▶ **What is needed**: Give the listing again word for word. Leave every image out.

▶ **Records to process**:
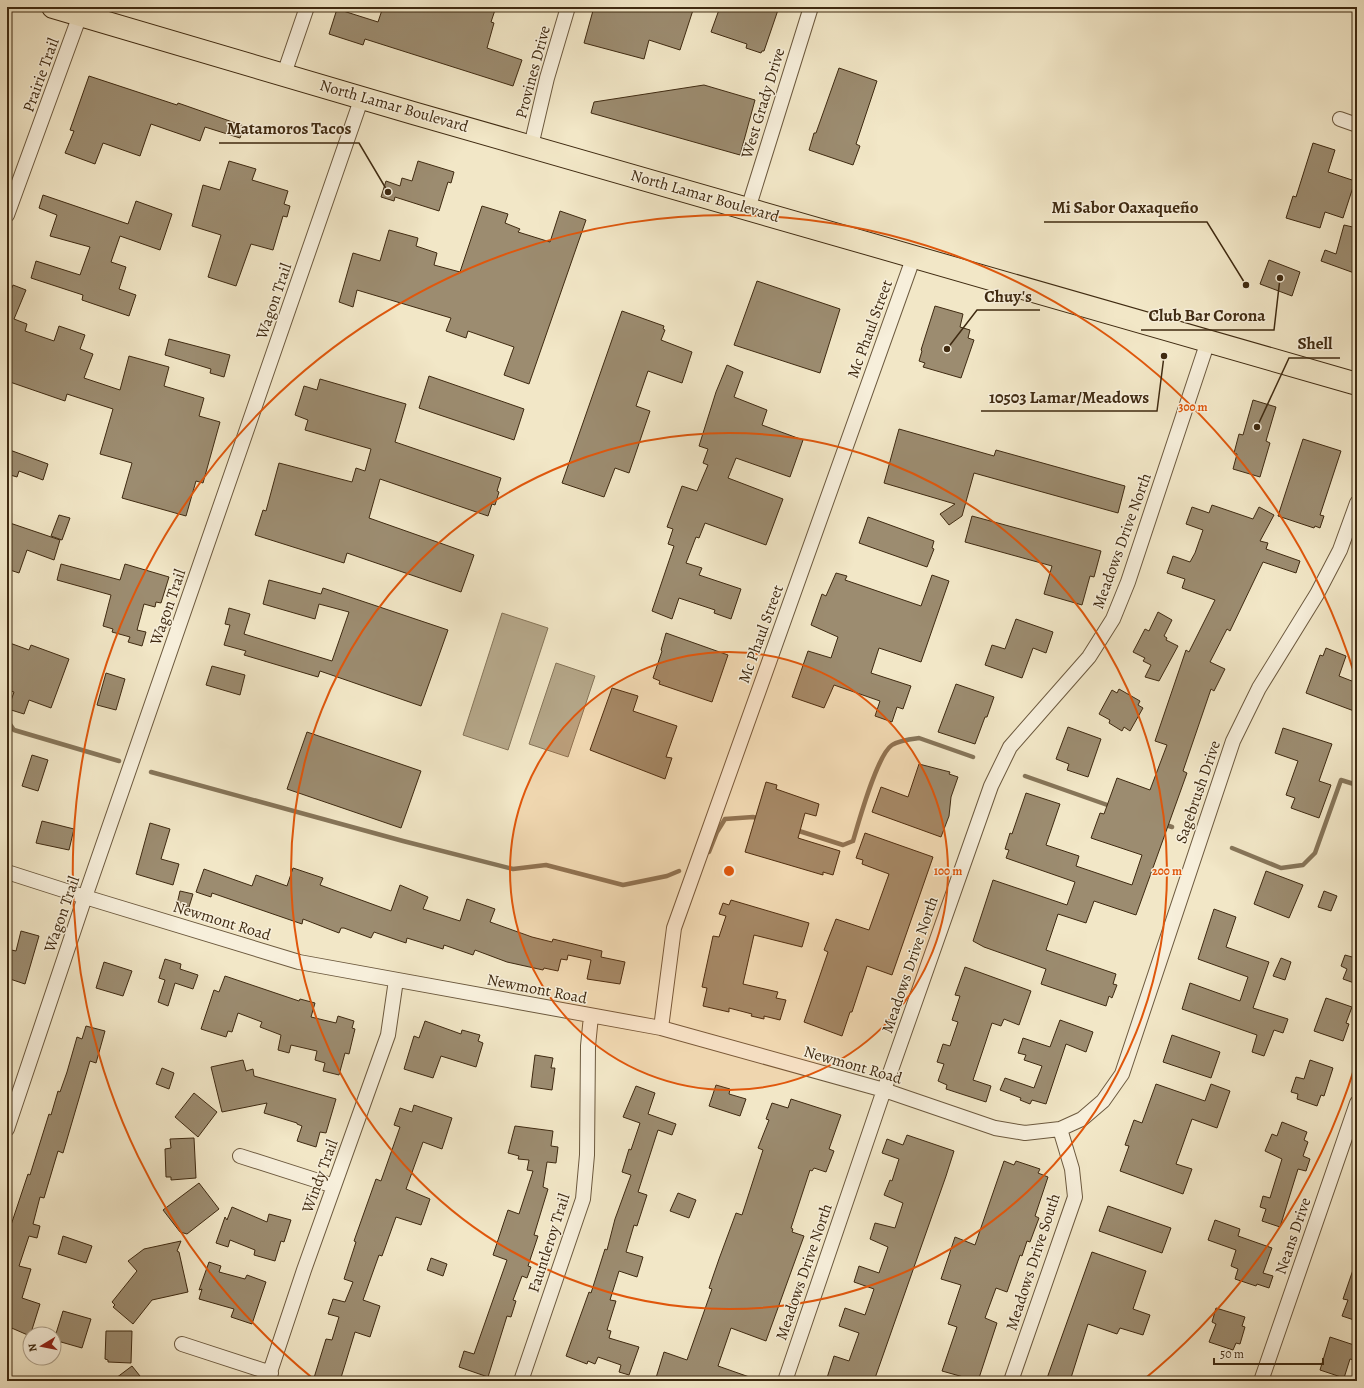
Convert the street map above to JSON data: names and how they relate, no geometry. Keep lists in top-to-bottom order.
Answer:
{
  "streets": {
    "main road": ["North Lamar Boulevard"],
    "street": [
      "Provines Drive",
      "Prairie Trail",
      "West Grady Drive",
      "Wagon Trail",
      "Mc Phaul Street",
      "Meadows Drive North",
      "Sagebrush Drive",
      "Newmont Road",
      "Windy Trail",
      "Neans Drive",
      "Fauntleroy Trail",
      "Meadows Drive South"
    ]
  },
  "crossings": [
    ["Provines Drive", "North Lamar Boulevard"],
    ["Prairie Trail", "North Lamar Boulevard"],
    ["West Grady Drive", "North Lamar Boulevard"],
    ["North Lamar Boulevard", "Wagon Trail"],
    ["North Lamar Boulevard", "Mc Phaul Street"],
    ["North Lamar Boulevard", "Meadows Drive North"],
    ["Wagon Trail", "Newmont Road"],
    ["Mc Phaul Street", "Newmont Road"],
    ["Meadows Drive North", "Newmont Road"],
    ["Sagebrush Drive", "Newmont Road"],
    ["Sagebrush Drive", "Meadows Drive South"],
    ["Newmont Road", "Windy Trail"],
    ["Newmont Road", "Fauntleroy Trail"],
    ["Newmont Road", "Meadows Drive South"]
  ],
  "places": [
    "Matamoros Tacos",
    "Club Bar Corona",
    "Mi Sabor Oaxaqueño",
    "Chuy's",
    "10503 Lamar/Meadows",
    "Shell"
  ],
  "scale_bar": "50 m",
  "north": "left",
  "rings": ["300 m", "100 m", "200 m"]
}
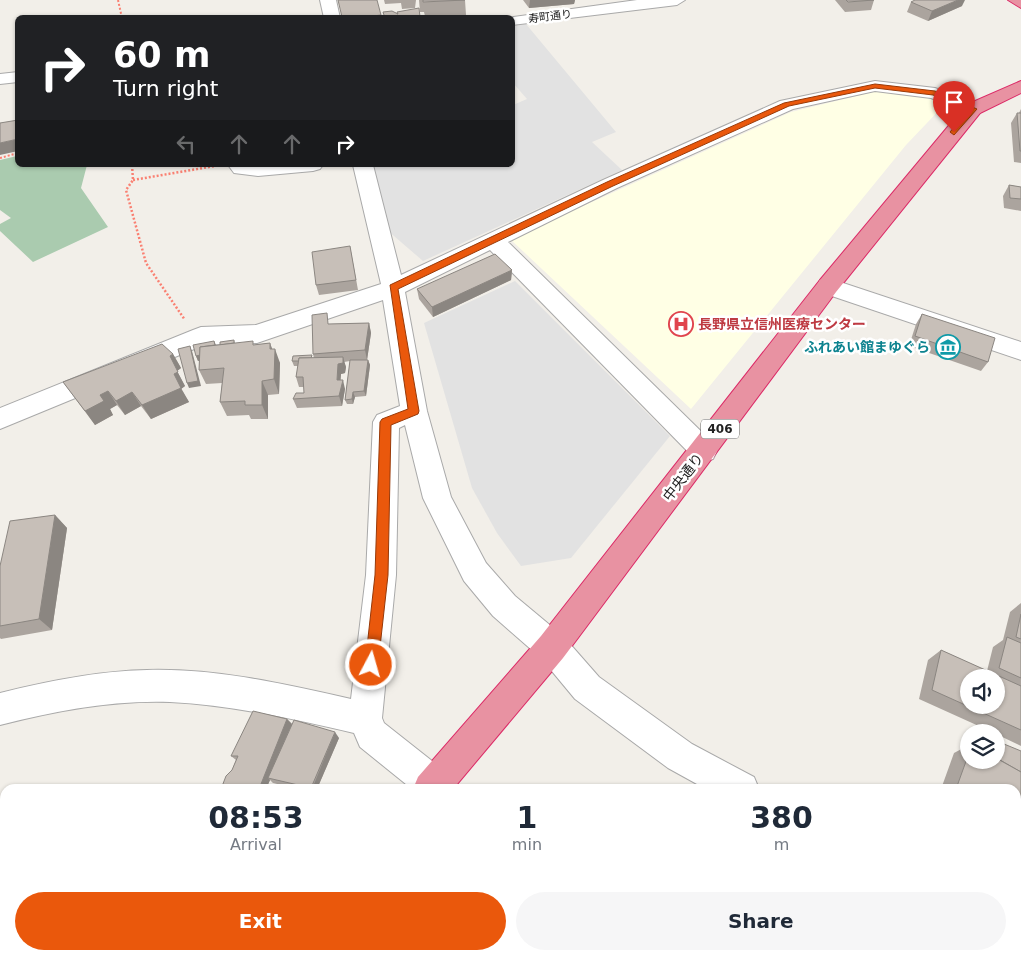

▶ **Answer space**:
Convert the street map above to JSON data: names and how they relate, no geometry. Keep lists in top-to-bottom order.
Answer:
{
  "streets": {
    "main road": ["North Lamar Boulevard"],
    "street": [
      "Provines Drive",
      "Prairie Trail",
      "West Grady Drive",
      "Wagon Trail",
      "Mc Phaul Street",
      "Meadows Drive North",
      "Sagebrush Drive",
      "Newmont Road",
      "Windy Trail",
      "Neans Drive",
      "Fauntleroy Trail",
      "Meadows Drive South"
    ]
  },
  "crossings": [
    ["Provines Drive", "North Lamar Boulevard"],
    ["Prairie Trail", "North Lamar Boulevard"],
    ["West Grady Drive", "North Lamar Boulevard"],
    ["North Lamar Boulevard", "Wagon Trail"],
    ["North Lamar Boulevard", "Mc Phaul Street"],
    ["North Lamar Boulevard", "Meadows Drive North"],
    ["Wagon Trail", "Newmont Road"],
    ["Mc Phaul Street", "Newmont Road"],
    ["Meadows Drive North", "Newmont Road"],
    ["Sagebrush Drive", "Newmont Road"],
    ["Sagebrush Drive", "Meadows Drive South"],
    ["Newmont Road", "Windy Trail"],
    ["Newmont Road", "Fauntleroy Trail"],
    ["Newmont Road", "Meadows Drive South"]
  ],
  "places": [
    "Matamoros Tacos",
    "Club Bar Corona",
    "Mi Sabor Oaxaqueño",
    "Chuy's",
    "10503 Lamar/Meadows",
    "Shell"
  ],
  "scale_bar": "50 m",
  "north": "left",
  "rings": ["300 m", "100 m", "200 m"]
}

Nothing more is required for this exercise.